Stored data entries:
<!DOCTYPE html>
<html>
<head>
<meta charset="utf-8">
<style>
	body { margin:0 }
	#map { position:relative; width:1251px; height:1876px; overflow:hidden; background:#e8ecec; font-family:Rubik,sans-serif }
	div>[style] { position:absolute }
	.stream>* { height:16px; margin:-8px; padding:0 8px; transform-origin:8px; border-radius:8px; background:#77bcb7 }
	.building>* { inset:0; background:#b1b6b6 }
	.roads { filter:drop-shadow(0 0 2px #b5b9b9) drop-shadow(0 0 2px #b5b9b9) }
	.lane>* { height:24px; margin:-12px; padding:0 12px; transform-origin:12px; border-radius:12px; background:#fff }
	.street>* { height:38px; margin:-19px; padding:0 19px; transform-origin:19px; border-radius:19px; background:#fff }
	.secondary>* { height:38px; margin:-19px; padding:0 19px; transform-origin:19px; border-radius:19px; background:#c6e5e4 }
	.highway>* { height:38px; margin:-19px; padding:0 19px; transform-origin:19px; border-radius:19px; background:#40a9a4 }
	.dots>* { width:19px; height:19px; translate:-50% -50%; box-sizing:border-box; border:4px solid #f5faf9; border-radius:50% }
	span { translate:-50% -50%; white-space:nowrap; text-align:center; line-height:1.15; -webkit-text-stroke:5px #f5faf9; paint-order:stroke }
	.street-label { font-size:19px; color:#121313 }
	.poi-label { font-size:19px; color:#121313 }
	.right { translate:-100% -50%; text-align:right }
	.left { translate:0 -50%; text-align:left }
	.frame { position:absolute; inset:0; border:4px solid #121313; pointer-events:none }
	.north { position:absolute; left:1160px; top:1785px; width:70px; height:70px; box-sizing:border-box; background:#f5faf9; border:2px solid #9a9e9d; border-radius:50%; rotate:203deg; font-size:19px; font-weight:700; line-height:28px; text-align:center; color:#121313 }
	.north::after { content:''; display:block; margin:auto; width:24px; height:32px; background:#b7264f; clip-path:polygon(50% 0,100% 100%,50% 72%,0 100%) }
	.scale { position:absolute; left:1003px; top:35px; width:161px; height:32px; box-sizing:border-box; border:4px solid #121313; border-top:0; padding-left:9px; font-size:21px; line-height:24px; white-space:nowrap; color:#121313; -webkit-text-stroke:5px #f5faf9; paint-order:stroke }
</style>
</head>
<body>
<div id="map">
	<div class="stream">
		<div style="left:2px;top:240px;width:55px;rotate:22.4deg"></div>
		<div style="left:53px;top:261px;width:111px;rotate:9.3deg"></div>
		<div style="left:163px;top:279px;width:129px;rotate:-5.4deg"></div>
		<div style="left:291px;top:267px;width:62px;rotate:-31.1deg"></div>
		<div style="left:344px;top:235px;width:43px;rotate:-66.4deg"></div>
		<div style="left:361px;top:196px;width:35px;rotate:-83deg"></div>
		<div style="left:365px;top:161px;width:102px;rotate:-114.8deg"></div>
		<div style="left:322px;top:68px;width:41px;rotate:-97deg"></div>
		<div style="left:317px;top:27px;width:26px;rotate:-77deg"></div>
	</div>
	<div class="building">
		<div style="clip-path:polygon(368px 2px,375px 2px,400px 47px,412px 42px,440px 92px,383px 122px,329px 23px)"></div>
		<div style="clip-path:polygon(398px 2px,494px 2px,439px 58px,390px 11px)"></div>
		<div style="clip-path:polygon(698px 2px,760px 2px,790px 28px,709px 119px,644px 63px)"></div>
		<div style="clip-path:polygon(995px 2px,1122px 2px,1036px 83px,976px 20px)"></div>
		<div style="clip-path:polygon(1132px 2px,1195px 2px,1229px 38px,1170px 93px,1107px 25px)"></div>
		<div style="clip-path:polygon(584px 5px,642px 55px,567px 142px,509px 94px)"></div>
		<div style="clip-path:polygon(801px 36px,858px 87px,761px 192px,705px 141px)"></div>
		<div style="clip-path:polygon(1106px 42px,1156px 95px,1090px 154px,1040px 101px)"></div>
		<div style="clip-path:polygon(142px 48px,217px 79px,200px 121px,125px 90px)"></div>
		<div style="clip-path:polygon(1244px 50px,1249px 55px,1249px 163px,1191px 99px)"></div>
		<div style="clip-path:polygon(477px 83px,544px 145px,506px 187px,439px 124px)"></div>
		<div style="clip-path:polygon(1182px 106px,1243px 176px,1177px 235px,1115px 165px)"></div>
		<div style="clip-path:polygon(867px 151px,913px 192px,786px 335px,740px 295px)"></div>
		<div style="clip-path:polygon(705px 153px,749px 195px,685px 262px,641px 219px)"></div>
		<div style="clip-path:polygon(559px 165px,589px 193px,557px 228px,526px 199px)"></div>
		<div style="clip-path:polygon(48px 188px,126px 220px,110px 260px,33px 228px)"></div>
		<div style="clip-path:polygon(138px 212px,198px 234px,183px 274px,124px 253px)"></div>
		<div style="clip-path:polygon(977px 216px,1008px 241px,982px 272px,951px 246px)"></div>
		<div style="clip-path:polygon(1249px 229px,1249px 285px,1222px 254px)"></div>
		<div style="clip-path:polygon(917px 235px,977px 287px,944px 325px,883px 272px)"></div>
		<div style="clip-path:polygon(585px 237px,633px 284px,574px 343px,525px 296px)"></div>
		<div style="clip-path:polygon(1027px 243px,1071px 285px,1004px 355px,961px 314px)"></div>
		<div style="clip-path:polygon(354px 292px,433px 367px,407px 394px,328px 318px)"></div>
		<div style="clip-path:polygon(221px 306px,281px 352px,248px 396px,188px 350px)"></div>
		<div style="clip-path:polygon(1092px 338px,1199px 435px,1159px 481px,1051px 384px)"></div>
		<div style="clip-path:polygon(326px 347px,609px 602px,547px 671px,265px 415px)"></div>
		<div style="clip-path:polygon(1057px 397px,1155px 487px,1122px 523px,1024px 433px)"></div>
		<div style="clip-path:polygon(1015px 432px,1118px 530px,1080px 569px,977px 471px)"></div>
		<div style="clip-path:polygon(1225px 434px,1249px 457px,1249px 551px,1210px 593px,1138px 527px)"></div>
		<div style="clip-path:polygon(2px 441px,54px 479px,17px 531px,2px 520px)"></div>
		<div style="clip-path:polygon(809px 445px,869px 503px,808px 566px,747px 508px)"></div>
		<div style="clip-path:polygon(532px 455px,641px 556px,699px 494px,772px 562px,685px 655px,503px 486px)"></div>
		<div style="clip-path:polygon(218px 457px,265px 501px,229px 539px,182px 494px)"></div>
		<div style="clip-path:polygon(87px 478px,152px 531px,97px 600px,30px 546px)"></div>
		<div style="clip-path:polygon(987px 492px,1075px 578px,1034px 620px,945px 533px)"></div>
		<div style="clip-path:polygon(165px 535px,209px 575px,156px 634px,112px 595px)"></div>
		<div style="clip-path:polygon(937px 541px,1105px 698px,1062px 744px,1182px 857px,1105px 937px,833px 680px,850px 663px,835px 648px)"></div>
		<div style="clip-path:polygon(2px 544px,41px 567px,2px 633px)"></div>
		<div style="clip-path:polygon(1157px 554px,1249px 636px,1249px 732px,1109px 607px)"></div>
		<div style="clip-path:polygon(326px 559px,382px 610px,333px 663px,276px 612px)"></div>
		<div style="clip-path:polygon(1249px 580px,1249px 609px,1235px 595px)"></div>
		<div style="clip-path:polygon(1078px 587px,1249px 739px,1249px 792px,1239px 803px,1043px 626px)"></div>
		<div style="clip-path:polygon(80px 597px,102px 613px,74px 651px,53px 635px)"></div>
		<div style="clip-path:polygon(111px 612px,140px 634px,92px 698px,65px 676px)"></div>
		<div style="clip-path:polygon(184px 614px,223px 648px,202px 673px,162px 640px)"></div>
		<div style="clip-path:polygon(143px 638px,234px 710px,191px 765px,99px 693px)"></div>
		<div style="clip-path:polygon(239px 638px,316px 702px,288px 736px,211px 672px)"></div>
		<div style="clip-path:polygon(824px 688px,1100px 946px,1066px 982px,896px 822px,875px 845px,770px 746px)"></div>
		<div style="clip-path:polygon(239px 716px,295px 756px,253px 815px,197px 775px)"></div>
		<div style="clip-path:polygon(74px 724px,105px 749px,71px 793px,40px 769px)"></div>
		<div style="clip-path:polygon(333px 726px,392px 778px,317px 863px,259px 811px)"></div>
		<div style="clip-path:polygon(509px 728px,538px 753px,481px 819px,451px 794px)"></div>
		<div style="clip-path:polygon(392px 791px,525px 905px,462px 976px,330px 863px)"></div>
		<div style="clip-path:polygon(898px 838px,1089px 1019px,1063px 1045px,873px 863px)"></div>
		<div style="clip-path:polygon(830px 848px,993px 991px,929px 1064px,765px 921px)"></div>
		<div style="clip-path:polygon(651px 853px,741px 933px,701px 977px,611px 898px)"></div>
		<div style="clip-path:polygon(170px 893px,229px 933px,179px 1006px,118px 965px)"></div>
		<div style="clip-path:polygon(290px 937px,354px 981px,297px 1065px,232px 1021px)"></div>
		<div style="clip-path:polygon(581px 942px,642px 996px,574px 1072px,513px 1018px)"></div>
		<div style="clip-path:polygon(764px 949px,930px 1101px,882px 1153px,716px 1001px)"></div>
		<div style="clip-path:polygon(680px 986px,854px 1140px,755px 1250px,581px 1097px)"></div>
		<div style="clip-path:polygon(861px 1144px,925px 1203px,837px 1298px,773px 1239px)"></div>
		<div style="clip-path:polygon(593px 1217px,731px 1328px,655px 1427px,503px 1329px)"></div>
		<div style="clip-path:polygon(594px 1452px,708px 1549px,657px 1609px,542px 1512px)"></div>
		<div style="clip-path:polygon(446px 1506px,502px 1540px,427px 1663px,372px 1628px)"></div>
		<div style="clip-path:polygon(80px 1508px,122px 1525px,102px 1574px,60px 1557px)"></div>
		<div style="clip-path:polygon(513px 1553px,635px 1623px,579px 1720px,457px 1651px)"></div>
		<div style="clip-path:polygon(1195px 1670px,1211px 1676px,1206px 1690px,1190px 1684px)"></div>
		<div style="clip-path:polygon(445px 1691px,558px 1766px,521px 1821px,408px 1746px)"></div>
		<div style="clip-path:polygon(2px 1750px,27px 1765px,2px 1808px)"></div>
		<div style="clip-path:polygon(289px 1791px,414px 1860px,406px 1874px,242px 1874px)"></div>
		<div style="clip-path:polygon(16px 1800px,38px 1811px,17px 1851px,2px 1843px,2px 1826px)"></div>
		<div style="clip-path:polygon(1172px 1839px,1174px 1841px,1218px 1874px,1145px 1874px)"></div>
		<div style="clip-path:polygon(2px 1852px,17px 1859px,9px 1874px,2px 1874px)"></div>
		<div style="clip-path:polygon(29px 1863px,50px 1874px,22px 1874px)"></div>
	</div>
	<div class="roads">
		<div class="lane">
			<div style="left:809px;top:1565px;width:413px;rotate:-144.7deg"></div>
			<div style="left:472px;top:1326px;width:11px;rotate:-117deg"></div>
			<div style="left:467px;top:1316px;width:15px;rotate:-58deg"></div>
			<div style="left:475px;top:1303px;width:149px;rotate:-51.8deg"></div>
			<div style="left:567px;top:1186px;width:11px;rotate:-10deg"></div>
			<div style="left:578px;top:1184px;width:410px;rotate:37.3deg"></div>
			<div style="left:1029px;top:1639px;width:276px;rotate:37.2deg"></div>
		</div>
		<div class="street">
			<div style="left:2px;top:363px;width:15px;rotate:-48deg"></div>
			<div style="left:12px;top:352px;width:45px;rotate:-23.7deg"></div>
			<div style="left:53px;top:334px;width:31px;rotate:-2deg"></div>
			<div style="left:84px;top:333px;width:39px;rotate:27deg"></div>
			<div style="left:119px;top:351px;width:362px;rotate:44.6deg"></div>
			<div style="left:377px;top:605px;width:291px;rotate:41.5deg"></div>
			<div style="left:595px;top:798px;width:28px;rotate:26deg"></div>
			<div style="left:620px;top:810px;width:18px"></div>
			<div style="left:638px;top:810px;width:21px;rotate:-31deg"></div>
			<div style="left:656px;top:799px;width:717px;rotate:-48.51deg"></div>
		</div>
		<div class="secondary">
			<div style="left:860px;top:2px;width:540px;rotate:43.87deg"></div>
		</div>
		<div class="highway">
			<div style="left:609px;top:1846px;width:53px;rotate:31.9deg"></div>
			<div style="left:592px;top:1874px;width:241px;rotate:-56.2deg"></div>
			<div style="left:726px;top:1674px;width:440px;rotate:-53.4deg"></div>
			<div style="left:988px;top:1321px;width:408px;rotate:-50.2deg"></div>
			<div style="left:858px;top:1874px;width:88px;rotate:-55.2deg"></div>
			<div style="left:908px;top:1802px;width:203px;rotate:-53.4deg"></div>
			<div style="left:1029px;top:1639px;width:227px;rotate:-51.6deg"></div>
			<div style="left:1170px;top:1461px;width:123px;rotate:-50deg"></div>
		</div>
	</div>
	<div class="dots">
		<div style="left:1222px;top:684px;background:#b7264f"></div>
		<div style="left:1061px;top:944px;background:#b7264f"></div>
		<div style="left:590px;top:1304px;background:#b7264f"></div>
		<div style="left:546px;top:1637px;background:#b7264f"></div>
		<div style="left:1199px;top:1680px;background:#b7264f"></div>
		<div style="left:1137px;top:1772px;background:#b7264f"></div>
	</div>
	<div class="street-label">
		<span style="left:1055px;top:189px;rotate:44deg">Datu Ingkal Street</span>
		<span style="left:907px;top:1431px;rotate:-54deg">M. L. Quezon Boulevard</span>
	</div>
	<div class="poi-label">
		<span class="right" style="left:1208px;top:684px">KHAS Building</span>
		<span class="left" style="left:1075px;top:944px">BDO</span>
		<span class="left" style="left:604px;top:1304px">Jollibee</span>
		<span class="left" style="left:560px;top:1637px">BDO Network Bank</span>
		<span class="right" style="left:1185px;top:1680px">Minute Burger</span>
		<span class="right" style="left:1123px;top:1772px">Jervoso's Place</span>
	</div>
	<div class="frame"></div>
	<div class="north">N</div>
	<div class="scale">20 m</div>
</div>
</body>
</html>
--
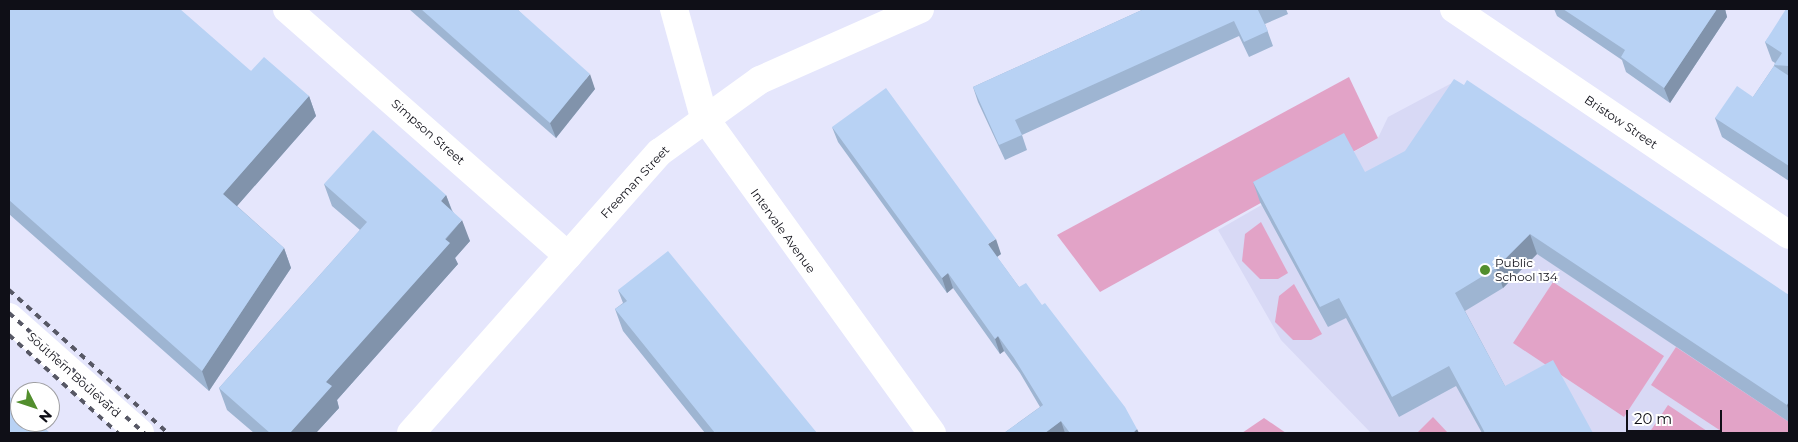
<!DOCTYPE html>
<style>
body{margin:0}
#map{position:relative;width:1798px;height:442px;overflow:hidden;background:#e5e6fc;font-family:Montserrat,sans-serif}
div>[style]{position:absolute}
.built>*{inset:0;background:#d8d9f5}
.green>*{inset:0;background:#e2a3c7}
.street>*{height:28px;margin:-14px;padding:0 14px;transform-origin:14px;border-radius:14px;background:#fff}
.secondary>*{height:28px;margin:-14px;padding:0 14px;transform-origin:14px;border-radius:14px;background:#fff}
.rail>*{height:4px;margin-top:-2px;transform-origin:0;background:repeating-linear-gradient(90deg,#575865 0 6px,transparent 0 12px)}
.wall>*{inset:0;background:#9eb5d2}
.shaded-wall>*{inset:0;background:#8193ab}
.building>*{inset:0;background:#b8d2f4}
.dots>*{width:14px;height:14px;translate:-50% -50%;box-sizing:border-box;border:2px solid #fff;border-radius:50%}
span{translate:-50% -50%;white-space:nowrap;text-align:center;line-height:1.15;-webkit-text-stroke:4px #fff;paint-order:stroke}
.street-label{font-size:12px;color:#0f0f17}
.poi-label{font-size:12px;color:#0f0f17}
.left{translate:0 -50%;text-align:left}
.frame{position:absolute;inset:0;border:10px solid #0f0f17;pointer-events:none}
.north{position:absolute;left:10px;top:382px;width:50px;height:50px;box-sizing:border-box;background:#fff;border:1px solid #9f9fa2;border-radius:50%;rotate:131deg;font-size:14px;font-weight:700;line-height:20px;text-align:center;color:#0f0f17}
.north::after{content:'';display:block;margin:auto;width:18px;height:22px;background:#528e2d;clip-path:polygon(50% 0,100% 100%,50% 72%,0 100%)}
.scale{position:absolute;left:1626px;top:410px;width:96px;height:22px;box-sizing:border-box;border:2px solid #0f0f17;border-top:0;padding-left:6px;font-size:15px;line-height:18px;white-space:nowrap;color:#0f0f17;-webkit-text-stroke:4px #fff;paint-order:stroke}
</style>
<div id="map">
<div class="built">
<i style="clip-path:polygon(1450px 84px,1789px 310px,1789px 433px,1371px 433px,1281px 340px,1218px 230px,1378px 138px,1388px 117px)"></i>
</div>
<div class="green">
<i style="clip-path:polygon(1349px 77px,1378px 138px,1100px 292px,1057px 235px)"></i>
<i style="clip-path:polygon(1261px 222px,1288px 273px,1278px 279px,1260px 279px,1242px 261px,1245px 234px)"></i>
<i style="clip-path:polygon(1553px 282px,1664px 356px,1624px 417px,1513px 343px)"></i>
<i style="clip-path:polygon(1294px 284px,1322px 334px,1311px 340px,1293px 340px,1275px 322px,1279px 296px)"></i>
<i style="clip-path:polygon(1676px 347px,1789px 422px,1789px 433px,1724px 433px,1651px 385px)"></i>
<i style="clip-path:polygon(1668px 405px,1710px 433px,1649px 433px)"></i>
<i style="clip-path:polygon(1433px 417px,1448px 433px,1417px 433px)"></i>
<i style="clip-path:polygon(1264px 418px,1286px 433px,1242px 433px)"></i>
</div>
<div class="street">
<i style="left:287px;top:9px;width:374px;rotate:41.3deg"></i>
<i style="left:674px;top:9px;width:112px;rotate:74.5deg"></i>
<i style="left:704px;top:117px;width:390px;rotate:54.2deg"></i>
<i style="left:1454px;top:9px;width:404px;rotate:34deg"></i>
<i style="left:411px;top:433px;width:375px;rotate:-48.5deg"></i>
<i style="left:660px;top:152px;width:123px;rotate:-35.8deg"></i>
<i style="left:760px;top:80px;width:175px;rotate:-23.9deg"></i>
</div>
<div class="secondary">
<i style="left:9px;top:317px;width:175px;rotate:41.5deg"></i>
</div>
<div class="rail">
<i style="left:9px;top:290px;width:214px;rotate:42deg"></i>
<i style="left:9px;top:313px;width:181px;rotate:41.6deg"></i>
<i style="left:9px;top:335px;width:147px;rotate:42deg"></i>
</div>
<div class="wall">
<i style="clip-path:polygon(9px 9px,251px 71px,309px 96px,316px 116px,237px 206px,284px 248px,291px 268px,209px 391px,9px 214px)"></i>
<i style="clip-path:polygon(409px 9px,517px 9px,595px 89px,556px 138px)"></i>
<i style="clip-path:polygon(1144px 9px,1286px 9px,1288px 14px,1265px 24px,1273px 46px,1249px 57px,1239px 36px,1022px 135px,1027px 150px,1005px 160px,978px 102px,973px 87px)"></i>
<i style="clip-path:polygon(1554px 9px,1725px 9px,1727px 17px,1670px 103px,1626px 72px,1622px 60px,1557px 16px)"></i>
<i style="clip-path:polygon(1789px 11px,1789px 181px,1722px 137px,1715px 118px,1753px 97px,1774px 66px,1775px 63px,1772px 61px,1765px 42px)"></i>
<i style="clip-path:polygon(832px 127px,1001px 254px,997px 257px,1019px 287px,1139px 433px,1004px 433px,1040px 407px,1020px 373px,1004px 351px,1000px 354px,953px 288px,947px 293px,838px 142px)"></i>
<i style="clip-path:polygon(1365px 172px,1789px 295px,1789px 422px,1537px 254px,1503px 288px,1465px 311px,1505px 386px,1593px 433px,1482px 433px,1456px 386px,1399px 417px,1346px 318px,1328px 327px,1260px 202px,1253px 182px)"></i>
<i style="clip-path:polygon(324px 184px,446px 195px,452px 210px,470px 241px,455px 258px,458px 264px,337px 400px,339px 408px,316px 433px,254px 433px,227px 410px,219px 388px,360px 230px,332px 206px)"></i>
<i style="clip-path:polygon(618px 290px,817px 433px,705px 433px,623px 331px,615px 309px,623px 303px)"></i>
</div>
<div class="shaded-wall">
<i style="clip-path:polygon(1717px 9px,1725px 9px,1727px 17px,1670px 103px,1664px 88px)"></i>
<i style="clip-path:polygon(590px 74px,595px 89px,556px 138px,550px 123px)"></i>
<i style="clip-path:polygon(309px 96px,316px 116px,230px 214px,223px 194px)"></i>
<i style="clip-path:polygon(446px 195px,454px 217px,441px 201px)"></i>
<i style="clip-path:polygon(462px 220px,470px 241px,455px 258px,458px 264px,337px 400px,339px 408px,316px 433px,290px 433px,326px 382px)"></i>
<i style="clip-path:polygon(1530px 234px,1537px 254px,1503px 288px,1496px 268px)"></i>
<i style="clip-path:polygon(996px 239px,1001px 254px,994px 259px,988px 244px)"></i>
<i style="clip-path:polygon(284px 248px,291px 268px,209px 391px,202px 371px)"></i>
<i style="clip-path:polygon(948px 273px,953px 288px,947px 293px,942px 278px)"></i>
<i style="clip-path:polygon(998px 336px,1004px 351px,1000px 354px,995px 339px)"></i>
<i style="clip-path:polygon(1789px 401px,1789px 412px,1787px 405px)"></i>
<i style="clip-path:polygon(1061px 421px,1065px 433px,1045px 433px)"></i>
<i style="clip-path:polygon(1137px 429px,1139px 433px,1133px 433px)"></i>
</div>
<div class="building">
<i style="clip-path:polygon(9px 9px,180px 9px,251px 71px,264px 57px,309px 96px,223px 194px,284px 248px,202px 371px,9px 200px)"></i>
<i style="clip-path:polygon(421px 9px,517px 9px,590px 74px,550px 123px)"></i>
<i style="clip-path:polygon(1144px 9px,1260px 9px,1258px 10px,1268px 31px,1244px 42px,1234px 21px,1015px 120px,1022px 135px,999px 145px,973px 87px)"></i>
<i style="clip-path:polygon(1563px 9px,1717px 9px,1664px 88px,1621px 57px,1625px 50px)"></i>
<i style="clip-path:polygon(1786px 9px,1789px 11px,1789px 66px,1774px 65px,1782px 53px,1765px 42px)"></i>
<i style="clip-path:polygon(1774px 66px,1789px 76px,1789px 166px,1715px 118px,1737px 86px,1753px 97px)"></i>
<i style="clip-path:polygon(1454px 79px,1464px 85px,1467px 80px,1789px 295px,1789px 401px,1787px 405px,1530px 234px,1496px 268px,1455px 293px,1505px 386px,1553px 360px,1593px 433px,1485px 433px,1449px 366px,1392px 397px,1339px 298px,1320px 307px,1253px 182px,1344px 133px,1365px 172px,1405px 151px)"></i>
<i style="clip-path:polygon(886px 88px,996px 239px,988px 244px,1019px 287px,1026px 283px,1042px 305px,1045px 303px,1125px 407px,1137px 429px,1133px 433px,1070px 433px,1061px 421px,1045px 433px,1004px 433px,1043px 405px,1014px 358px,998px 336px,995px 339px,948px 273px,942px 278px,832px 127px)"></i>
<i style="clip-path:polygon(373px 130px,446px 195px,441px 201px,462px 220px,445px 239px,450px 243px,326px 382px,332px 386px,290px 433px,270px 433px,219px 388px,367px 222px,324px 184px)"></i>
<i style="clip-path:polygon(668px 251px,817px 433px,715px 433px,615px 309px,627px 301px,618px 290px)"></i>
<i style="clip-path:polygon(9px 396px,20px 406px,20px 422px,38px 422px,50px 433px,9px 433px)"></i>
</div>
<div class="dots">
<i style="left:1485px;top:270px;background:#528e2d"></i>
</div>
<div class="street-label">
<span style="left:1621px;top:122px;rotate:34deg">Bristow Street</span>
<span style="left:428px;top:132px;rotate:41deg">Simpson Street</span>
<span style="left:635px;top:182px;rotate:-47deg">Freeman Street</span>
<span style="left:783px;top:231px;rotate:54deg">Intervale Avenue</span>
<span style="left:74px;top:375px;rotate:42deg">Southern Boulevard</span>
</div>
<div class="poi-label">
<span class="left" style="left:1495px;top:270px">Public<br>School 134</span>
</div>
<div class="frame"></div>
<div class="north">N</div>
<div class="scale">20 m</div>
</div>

TASK DESCRIPTION - The answer should be all lines from the entries above that hold the word "lane".

ANSWER FOR THIS EXERCISE -
	.lane>* { height:24px; margin:-12px; padding:0 12px; transform-origin:12px; border-radius:12px; background:#fff }
		<div class="lane">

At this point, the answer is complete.